Hawaii's stats earned the spot with an average occupancy rate of 77.1, which was 4.6 percent higher than the same period last year, and an average daily room rate of $201.32, which was a 7 percent year over year increase. Revenue per available room was $155.22, which was up 13.8 percent. Singapore's occupancy was 84 percent with $235.45 room rates and revenue per available room (RevPAR) of $197.84
According to Joe Toy, the president and CEO of Hospitality Advisors, Hawaii is part of a global recovery within the hospitality industry, after the economic downturn. He mentioned that Hawaii showed healthy gains in average daily room rates during the first half of 2012. He also stated, “Despite the challenging past three years, Hawaii was able to maintain its strong positioning during the recovery cycle against its global competitors.”
As for comparisons between the Hawaiian Islands, Oahu had the highest occupancy rates while Maui and Kauai also finished in the top five on the list of island and sun destinations.
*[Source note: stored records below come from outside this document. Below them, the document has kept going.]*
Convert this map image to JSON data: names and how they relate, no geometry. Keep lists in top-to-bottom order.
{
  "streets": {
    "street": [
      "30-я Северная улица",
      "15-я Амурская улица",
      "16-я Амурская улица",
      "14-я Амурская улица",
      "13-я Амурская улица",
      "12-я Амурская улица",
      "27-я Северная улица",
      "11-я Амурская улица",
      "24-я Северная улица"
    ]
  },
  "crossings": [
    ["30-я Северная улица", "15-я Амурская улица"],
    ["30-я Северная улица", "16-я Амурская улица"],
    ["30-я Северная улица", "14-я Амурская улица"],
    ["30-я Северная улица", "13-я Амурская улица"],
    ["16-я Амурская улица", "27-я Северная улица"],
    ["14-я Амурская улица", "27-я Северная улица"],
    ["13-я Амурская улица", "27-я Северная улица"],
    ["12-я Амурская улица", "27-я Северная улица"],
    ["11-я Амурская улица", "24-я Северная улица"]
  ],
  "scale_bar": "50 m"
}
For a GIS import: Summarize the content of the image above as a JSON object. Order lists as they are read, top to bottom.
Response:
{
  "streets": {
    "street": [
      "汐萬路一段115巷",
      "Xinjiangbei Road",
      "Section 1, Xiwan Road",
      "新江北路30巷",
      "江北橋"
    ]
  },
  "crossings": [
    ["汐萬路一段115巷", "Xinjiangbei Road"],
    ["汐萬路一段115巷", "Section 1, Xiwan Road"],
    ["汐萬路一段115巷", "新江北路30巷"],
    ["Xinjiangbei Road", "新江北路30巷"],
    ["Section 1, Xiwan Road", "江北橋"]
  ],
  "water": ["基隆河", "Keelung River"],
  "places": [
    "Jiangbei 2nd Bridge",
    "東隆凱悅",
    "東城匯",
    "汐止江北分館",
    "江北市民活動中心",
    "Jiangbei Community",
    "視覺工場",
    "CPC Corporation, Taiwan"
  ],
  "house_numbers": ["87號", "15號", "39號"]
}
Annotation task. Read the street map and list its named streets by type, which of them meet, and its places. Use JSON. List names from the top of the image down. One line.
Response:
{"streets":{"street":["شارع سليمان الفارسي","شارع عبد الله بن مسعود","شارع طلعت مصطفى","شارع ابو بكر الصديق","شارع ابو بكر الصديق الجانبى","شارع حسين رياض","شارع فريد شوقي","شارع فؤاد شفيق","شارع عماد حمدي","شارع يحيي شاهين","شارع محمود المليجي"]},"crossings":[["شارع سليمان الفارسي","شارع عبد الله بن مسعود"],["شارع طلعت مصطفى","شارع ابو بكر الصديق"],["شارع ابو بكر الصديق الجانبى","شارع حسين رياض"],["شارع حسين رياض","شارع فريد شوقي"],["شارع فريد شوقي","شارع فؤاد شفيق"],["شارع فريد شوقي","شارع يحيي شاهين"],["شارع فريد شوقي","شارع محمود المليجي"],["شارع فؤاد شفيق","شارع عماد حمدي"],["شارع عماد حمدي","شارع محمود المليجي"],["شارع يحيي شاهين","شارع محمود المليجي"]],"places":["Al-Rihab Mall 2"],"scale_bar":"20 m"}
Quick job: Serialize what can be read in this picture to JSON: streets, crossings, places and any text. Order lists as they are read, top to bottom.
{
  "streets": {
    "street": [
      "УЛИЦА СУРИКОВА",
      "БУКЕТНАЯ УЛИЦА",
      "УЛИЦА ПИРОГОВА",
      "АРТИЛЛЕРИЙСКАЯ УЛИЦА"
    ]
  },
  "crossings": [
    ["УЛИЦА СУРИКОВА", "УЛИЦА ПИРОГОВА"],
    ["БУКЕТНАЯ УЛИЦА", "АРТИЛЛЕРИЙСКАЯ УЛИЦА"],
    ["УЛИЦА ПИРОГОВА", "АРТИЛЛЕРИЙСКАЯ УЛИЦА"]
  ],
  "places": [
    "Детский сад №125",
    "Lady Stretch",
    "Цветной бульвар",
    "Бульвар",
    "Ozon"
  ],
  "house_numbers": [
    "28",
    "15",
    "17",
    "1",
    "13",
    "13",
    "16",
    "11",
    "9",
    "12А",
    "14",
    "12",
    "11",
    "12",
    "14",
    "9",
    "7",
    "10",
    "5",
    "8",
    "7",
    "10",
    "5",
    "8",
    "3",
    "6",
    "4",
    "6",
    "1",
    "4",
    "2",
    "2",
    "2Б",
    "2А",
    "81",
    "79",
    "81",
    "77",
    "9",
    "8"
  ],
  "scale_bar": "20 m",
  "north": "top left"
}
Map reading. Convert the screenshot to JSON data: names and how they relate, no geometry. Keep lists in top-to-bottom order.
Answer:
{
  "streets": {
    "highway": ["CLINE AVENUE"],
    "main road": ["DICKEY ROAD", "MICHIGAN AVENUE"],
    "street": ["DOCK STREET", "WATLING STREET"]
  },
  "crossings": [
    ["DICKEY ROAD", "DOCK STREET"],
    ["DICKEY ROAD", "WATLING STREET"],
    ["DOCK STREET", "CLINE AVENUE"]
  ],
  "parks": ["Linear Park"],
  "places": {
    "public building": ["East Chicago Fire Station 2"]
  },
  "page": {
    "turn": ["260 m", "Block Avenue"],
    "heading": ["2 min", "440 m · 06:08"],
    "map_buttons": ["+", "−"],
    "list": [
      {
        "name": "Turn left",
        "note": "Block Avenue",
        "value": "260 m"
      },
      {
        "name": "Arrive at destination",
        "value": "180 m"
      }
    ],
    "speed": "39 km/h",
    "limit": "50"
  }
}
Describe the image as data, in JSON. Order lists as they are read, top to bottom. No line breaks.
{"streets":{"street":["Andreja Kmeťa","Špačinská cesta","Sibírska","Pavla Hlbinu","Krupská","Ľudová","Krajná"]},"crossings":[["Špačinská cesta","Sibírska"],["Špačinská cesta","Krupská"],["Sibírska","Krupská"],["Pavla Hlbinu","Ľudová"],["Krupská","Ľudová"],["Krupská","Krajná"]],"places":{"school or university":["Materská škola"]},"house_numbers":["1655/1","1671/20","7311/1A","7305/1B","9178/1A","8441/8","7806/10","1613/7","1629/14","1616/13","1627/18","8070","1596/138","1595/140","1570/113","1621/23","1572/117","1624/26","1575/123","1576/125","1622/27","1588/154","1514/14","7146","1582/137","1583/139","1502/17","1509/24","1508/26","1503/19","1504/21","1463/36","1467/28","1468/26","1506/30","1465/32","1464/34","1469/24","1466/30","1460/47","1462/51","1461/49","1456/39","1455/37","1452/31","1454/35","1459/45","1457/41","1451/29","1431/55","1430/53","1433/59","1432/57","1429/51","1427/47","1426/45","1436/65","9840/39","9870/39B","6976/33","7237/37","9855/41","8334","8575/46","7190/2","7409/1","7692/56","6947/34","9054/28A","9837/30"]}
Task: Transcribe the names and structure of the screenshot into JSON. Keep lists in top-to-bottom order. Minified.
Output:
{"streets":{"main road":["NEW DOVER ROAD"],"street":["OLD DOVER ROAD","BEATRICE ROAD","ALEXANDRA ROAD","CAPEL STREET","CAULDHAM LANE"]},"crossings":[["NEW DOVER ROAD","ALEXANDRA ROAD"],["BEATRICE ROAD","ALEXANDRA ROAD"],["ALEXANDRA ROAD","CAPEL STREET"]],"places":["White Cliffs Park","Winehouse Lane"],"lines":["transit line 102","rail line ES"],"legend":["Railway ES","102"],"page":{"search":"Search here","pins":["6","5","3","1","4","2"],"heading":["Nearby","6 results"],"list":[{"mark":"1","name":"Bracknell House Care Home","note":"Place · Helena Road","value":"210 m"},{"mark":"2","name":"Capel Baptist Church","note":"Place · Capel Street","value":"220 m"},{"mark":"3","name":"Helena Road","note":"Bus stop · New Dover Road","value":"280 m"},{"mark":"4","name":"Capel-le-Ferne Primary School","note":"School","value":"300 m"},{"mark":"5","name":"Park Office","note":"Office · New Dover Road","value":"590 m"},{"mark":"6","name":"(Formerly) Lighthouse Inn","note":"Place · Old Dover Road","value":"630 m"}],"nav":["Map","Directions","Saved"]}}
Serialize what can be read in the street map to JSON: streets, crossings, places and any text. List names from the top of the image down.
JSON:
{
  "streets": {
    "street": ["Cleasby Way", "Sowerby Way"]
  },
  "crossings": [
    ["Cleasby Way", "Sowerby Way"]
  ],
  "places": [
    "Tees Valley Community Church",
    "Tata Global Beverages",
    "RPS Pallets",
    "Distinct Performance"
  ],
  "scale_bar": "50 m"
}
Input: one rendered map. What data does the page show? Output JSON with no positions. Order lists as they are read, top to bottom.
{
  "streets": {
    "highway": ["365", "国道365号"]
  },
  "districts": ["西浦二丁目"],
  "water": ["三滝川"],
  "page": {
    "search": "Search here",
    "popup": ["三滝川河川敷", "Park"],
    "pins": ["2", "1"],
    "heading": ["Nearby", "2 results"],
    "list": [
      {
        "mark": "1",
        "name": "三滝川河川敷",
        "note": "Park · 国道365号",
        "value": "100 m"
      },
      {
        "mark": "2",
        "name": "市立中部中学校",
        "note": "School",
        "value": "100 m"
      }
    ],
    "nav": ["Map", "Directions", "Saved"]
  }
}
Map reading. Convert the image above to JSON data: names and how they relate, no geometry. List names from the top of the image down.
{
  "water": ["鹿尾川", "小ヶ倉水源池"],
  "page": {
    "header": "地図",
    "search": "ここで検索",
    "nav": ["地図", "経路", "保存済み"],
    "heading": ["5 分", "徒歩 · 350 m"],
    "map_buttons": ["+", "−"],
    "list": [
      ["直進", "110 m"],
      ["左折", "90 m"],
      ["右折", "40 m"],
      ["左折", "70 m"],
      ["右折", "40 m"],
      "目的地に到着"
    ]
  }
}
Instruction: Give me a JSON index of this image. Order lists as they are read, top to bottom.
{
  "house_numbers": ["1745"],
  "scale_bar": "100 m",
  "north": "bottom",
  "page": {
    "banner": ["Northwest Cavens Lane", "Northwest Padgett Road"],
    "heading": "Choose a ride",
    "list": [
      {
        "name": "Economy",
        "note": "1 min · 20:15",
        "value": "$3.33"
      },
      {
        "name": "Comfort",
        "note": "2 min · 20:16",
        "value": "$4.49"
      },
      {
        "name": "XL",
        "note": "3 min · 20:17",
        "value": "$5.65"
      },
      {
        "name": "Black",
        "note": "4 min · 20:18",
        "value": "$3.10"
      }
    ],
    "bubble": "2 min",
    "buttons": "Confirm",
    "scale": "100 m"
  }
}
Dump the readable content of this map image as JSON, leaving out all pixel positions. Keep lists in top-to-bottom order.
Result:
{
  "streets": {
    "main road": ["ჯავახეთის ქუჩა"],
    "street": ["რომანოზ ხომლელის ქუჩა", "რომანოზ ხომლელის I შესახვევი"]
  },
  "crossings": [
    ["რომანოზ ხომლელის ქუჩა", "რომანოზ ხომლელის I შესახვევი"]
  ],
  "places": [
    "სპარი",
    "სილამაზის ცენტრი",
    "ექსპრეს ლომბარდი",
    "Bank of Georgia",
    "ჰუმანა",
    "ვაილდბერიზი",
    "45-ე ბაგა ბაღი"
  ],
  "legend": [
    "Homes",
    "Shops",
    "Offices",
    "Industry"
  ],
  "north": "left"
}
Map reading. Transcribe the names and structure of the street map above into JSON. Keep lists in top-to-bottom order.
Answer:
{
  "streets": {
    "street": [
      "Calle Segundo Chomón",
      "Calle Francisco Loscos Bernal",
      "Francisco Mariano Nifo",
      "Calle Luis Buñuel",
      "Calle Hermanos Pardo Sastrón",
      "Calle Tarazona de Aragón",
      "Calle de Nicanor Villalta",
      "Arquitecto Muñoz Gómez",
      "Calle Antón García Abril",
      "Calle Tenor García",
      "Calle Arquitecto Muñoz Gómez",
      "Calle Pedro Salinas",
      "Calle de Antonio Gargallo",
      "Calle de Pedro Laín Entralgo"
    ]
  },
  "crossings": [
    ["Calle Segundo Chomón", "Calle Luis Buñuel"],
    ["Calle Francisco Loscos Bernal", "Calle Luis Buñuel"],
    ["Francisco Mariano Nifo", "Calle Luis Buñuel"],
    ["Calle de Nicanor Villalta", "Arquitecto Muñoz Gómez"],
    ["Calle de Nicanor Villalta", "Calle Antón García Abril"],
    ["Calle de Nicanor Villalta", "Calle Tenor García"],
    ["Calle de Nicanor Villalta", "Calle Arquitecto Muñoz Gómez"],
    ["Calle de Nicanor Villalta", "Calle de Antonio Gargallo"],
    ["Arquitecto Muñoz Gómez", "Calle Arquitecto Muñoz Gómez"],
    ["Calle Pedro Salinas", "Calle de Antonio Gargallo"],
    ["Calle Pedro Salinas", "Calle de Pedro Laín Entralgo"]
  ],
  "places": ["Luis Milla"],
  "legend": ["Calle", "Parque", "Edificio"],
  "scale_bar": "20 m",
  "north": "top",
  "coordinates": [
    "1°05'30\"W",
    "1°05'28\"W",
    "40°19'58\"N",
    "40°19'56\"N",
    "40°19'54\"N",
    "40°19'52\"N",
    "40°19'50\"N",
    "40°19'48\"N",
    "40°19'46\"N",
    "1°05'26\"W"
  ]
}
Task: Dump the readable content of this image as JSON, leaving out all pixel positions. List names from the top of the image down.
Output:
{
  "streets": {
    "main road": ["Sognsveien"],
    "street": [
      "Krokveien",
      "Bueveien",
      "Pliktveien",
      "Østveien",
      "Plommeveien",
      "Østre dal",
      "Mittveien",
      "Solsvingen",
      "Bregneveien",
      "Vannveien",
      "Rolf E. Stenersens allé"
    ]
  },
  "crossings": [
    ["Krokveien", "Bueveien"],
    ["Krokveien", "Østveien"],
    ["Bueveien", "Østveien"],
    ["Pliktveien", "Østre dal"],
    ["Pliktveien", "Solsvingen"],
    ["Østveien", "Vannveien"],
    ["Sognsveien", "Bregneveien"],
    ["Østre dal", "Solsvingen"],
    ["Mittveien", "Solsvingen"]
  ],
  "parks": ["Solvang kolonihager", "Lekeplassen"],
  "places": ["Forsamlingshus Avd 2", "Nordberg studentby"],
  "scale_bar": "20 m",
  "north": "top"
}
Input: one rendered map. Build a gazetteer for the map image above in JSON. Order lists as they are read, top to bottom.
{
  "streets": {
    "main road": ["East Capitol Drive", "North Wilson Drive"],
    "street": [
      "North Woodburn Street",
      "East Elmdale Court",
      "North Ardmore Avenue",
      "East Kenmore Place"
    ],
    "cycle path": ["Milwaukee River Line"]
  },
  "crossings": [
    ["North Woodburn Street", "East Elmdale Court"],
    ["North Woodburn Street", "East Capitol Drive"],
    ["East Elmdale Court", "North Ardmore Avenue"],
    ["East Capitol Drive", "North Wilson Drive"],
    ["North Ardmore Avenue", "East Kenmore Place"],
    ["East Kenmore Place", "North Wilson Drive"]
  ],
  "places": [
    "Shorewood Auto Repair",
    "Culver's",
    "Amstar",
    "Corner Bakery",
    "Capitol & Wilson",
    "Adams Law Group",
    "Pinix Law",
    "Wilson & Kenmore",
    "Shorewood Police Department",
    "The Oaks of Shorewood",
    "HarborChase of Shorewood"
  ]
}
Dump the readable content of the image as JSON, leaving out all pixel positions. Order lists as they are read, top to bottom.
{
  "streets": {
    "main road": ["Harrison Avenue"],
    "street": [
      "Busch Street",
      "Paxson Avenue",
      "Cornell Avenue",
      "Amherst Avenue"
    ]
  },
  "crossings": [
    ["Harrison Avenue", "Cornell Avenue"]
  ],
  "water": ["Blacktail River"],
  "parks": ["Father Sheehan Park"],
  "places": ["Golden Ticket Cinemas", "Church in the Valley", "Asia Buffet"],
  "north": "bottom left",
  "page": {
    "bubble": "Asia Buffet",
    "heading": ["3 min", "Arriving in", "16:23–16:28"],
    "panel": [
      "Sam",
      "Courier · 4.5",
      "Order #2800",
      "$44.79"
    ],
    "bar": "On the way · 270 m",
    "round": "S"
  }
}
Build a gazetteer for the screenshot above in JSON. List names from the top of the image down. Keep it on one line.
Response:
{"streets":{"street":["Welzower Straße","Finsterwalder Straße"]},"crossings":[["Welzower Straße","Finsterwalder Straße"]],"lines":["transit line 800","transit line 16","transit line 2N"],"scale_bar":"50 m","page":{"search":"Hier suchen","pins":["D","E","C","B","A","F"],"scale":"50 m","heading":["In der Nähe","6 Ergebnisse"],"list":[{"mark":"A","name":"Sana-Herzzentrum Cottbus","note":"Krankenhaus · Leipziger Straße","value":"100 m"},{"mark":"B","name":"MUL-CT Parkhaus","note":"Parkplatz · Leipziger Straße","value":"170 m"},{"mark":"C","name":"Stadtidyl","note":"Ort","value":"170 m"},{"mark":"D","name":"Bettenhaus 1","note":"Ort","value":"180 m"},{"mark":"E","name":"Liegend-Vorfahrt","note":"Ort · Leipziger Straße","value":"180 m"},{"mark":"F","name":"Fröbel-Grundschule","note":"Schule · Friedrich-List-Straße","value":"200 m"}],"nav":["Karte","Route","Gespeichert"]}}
The interesting part is that Maui came in first in the state for highest RevPAR at $194.54. That's 8.7 percent up, year over year. In that category, we were only second in the world to the Maldives with their RevPAR of $448.59.
If you're considering a Maui vacation, it might also be helpful to know that Maui was fourth in the world for average daily room rates with the Maldives in first place, French Polynesia in second, and the Bahamas in third. Staying here doesn't necessarily have to be that expensive. Average daily hotel room rates are one thing, but there are always Maui vacation rental specials, which can be much more affordable and offer a very high quality experience.
As for occupancy, Oahu's was 84 percent and Maui's was 74.1. Of course Honolulu, the capital of Hawaii is located in Oahu, and although it's a busy island, many don't prefer its cosmopolitan island environment over Maui's more peaceful tone.